A Day to Remember

Why do we mark the anniversaries of horrific days in history? Dates like December 7, June 6 and September 11 mark tragic events that grieve the heart.* Some people may not want to bring the somber past into the present with a day of remembering. Why dwell on it? Why pull from the record books stories of the tragedy and suffering?

We – as a world community, as nations, as individuals – commemorate for several reasons:

To help ensure such things do not happen again

To remember those who died and not allow the value of their lives to be forgotten

To honor those who survived, thank them for their bravery and pray for them

We at Jewish Voice remember the Holocaust on three distinct occasions each year. In late spring, we commemorate Israel’s national Yom HaShoah, honoring those who died in or survived the Holocaust. In November, we mark the anniversary of Kristallnacht, a devasting pogrom that unleashed Hitler to forge ahead with his “Final Solution” to eradicate “the Jewish problem.” And in January, we highlight International Holocaust Remembrance Day, which is observed on January 27, remembering the liberation of the Auschwitz extermination camp.This year marks 75 years since the day that the traumatized and near-starved prisoners who remained in Auschwitz were freed.

During World War II, Germany herded between 1.3 and 1.5 million people, most of them Jewish, to Auschwitz and its subcamps. Of those, approximately 1.1 million were killed. Others were kept alive as forced labor doing the gruesome work that followed the mass murders.

A split-second decision

Paula Lebovics was part of a group of children that the infamous Dr. Joseph Mengele brought into a room at Auschwitz one day in January 1945. He had them stand in a circle around him, and he seemed to talk kindly to them. He said he knew that all of them had family they wanted to reunite with, and it could be arranged for them. “Come forward if you want to reconnect with your family.”

Paula stepped forward. Immediately, a younger girl that had attached herself to Paula stepped up beside her. In a mere second, Paula’s mind swam with warnings:How do they know where my family is? What if when I give information about my family, I put them in jeopardy? This could be a bad thing.

Paula instantly stepped back. She begged the little girl, who had taken to doing whatever Paula did, to return to the outer circle. But she refused. Later in the month, when Paula and the other prisoners of Auschwitz were liberated, right outside the camp, they found the bodies of those children who stepped forward that day. They had all been shot.

Pulled from the line, and saved

Miriam Ziegler was a young girl at the Auschwitz-Birkenau camp. In January 1945, as Russian troops advanced on Auschwitz, German soldiers abandoned the camps. When the prisoners were sure they were alone in the compound, Miriam and other able children walked to the main Auschwitz camp and broke into storerooms of food and clothing. They returned with all they could bring to the sick and elderly, including Miriam’s grandmother. The prisoners put on layers of clothing underneath their striped uniforms to fend off the frigid winter temperatures.

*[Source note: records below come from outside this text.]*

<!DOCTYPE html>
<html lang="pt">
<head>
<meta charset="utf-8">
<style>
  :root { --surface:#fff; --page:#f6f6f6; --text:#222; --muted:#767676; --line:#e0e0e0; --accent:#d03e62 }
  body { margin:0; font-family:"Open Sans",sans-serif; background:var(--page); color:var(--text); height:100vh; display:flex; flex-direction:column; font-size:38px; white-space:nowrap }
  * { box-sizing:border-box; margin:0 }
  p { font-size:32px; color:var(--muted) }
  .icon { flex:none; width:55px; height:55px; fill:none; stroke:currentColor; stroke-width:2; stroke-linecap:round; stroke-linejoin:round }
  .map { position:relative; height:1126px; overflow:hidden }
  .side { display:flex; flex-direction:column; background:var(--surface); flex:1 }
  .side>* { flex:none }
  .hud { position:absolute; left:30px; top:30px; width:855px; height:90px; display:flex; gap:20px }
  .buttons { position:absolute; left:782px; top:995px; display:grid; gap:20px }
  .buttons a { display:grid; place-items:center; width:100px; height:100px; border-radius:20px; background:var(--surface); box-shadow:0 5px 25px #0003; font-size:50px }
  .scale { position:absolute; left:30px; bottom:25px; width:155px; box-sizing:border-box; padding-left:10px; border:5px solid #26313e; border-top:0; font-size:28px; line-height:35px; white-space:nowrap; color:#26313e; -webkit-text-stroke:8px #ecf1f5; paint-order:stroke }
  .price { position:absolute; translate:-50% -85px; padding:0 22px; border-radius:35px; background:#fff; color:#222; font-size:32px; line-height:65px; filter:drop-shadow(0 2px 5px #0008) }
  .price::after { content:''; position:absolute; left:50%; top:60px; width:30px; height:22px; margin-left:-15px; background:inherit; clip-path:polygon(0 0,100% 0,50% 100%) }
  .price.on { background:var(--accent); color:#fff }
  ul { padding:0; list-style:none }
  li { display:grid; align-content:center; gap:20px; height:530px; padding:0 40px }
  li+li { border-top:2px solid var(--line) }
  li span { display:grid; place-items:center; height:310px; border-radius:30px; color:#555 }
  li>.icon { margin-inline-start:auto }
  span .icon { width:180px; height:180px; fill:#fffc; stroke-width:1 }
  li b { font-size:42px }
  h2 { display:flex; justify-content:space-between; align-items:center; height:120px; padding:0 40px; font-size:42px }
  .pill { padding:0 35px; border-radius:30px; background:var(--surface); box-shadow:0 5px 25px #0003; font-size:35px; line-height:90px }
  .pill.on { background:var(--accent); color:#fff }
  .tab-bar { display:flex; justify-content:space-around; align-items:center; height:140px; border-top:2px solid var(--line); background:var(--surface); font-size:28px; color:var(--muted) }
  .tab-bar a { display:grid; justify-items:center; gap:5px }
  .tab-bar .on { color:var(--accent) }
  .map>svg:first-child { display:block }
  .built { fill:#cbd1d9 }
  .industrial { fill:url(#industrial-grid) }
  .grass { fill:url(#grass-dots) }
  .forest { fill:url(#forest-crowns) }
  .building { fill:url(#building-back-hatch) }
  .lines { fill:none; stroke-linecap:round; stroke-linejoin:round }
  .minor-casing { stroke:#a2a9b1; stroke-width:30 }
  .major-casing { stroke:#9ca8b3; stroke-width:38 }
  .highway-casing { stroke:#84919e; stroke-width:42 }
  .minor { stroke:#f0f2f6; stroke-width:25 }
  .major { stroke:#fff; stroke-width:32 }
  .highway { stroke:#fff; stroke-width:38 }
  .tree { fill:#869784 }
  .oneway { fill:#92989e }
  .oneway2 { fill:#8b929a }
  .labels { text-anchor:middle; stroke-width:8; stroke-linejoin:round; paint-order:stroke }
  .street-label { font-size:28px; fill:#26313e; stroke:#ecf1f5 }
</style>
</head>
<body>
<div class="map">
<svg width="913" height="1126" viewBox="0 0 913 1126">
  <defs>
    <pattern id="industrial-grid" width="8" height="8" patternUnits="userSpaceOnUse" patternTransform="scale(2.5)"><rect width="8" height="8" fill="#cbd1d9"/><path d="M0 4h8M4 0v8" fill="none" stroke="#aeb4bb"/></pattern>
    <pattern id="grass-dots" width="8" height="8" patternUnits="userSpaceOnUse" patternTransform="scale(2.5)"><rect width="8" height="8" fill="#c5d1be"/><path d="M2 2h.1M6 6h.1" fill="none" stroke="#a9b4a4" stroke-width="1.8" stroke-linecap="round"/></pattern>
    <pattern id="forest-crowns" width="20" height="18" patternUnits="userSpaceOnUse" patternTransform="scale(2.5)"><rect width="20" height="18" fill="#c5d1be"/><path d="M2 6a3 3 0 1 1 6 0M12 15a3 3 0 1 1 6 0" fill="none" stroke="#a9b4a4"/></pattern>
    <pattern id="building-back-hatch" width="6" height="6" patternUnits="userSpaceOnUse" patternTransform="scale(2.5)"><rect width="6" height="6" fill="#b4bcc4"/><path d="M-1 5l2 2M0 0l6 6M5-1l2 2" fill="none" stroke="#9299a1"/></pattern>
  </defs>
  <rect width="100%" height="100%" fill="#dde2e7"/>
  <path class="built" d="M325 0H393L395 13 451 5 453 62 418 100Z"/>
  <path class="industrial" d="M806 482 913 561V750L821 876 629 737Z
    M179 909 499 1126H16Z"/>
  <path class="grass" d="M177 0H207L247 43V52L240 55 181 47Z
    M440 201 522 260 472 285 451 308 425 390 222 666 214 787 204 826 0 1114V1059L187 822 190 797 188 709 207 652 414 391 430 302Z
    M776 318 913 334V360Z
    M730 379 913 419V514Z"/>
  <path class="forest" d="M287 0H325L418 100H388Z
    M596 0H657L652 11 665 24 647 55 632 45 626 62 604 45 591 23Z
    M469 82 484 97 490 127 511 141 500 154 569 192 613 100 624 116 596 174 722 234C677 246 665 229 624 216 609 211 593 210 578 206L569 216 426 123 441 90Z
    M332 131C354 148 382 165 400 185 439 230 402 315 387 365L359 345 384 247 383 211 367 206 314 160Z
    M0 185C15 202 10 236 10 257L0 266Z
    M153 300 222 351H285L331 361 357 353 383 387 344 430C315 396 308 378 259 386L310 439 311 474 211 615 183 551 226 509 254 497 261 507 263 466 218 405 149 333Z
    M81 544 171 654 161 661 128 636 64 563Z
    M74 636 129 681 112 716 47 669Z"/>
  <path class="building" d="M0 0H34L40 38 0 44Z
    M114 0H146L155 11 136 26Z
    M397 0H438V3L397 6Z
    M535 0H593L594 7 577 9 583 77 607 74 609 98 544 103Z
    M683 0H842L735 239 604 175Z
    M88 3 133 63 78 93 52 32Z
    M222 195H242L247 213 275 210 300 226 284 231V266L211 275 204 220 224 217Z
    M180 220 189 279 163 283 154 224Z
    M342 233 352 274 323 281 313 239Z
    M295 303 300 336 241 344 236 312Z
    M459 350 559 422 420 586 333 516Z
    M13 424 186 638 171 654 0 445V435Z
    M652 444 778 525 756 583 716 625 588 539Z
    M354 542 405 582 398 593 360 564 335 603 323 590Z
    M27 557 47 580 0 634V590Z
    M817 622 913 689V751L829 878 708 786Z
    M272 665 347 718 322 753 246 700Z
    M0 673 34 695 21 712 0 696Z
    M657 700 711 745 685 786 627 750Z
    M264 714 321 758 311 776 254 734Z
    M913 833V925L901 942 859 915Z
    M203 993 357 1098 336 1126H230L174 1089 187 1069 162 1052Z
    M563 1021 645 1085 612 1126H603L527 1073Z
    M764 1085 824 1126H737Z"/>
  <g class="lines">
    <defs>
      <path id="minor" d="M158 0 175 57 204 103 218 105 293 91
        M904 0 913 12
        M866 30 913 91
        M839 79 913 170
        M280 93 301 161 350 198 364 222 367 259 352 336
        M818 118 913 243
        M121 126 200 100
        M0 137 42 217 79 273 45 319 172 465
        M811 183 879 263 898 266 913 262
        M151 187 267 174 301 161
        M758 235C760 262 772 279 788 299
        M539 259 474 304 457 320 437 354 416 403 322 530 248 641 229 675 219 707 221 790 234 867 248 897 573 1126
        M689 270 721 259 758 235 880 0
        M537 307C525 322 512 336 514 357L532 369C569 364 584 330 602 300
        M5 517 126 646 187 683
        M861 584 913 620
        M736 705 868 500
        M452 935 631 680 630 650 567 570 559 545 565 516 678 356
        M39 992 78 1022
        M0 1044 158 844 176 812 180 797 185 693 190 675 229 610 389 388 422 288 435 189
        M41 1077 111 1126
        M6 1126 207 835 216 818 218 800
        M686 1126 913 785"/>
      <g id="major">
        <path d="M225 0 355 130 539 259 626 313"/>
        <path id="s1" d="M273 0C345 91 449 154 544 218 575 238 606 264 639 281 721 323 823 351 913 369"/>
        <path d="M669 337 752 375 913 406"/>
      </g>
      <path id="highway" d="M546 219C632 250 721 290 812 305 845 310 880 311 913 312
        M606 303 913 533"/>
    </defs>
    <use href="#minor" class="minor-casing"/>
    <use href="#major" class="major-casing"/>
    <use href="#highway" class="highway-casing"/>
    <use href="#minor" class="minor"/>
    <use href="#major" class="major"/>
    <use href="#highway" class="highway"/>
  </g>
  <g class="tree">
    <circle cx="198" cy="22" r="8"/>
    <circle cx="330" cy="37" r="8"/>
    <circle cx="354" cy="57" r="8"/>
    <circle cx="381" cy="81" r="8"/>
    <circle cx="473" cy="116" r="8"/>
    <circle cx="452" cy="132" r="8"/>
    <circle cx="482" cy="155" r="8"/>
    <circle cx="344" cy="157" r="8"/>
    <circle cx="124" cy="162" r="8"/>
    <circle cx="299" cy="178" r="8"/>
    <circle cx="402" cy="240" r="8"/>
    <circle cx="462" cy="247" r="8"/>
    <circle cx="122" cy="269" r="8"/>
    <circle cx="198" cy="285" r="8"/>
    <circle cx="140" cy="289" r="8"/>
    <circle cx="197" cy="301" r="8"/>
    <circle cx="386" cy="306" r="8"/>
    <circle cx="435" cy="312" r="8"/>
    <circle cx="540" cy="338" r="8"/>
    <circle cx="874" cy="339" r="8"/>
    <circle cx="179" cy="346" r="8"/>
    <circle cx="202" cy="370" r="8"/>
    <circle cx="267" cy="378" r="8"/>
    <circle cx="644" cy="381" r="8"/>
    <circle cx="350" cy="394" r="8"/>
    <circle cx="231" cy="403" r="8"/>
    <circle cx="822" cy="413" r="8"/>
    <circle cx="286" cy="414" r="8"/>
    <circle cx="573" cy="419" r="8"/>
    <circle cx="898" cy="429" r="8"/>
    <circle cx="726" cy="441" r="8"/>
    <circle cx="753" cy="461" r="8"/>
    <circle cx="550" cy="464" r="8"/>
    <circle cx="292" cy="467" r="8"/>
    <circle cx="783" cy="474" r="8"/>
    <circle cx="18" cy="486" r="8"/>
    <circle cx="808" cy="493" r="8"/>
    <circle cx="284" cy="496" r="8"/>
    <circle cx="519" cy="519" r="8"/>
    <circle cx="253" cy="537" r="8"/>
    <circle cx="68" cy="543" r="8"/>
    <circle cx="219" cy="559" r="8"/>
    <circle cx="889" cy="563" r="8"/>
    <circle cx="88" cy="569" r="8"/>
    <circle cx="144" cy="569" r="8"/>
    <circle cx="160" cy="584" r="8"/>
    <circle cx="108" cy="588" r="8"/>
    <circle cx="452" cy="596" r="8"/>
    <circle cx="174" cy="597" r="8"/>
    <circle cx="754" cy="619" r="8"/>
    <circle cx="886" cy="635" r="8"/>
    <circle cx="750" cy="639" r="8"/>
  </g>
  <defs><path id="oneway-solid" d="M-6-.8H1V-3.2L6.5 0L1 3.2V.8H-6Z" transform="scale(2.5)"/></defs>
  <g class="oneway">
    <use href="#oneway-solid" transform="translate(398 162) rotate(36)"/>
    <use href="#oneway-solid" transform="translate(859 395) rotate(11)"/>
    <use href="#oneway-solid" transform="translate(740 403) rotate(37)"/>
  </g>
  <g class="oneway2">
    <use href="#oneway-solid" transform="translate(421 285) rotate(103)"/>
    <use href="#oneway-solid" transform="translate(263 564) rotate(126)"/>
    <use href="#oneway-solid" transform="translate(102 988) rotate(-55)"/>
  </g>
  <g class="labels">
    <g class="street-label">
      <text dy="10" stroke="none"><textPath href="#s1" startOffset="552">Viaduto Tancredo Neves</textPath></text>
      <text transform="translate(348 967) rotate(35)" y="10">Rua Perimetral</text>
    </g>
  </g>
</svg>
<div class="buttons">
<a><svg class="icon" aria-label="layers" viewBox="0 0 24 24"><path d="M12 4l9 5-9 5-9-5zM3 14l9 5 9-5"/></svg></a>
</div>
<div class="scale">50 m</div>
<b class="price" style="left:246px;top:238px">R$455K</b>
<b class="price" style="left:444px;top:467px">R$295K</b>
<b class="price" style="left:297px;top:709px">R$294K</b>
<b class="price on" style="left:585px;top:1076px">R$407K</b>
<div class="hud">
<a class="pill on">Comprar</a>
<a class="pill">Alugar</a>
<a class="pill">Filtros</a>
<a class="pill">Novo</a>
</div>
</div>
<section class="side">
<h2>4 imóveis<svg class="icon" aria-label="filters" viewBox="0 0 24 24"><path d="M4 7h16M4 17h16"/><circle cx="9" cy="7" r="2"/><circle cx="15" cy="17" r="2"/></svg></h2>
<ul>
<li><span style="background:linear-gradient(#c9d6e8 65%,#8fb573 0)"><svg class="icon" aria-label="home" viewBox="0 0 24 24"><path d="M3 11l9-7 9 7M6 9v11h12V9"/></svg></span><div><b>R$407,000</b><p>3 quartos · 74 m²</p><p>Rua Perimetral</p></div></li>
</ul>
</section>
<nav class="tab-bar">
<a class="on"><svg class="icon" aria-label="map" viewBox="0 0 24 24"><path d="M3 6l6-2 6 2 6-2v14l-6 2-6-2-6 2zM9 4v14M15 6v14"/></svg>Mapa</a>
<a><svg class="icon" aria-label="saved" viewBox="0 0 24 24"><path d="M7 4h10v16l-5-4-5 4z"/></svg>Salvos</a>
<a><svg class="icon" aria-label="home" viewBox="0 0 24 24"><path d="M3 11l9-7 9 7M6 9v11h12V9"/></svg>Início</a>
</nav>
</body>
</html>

Three days later, a few Germans returned and told the prisoners, “Whoever is able, line up, and we will walk you to safety.” Miriam believed it and got in line. But her great-aunt pulled Miriam and her cousin out, explaining that if they were required to walk for help, they might as well stay put. “And fortunately, we did,” Miriam said, “because, on the way, they shot every single person.” Thousands died in what became known as “Death Marches.”

The next day, the Russians came, and then the Americans. Miriam and the other prisoners were free.

Why remember?

Why do we remember the sober days of historical events? With the Holocaust, we remember because we live in a world that still practices the same hatred and illogical anti-Semitism that led to the murder of 6 million Jewish people. We remember because we must never forget, even though it is a painful recollection. To forget would dishonor those who suffered unfathomable cruelties. To let the Holocaust fade away with complacency would situate the world for the setting ablaze of anti-Semitism’s ongoing flickering flame. As we see more and more violence perpetrated on Jewish people around the world, we must not forget the far and horrid distance to which such hatred can go.

We remember because we need to resolve, “Never again!”

Miriam Ziegler told her story to The USC Shoah Foundation as part of a video record of Holocaust testimonies.

Paula Lebovics told her story to The USC Shoah Foundation as part of a video record of Holocaust testimonies.

*June 6 is D-Day, when in 1944, Allied forces stormed the beaches of Normandy, France, suffering a devastating loss of lives while gaining access to the continent of Europe and eventually marching on to free Europe from Nazi Germany. 

December 7 is Pearl Harbor Day, commemorating the lives lost when the Japanese enacted a surprise attack on a U.S. Naval base in Pearl Harbor, Hawaii, in 1941.

On September 11, 2001, Islamic terrorists hijacked commercial airplanes and flew them into the Twin Towers of the World Trade Center in New York City, the Pentagon in Washington, D.C., and a field in Pennsylvania, killing and injuring thousands of Americans.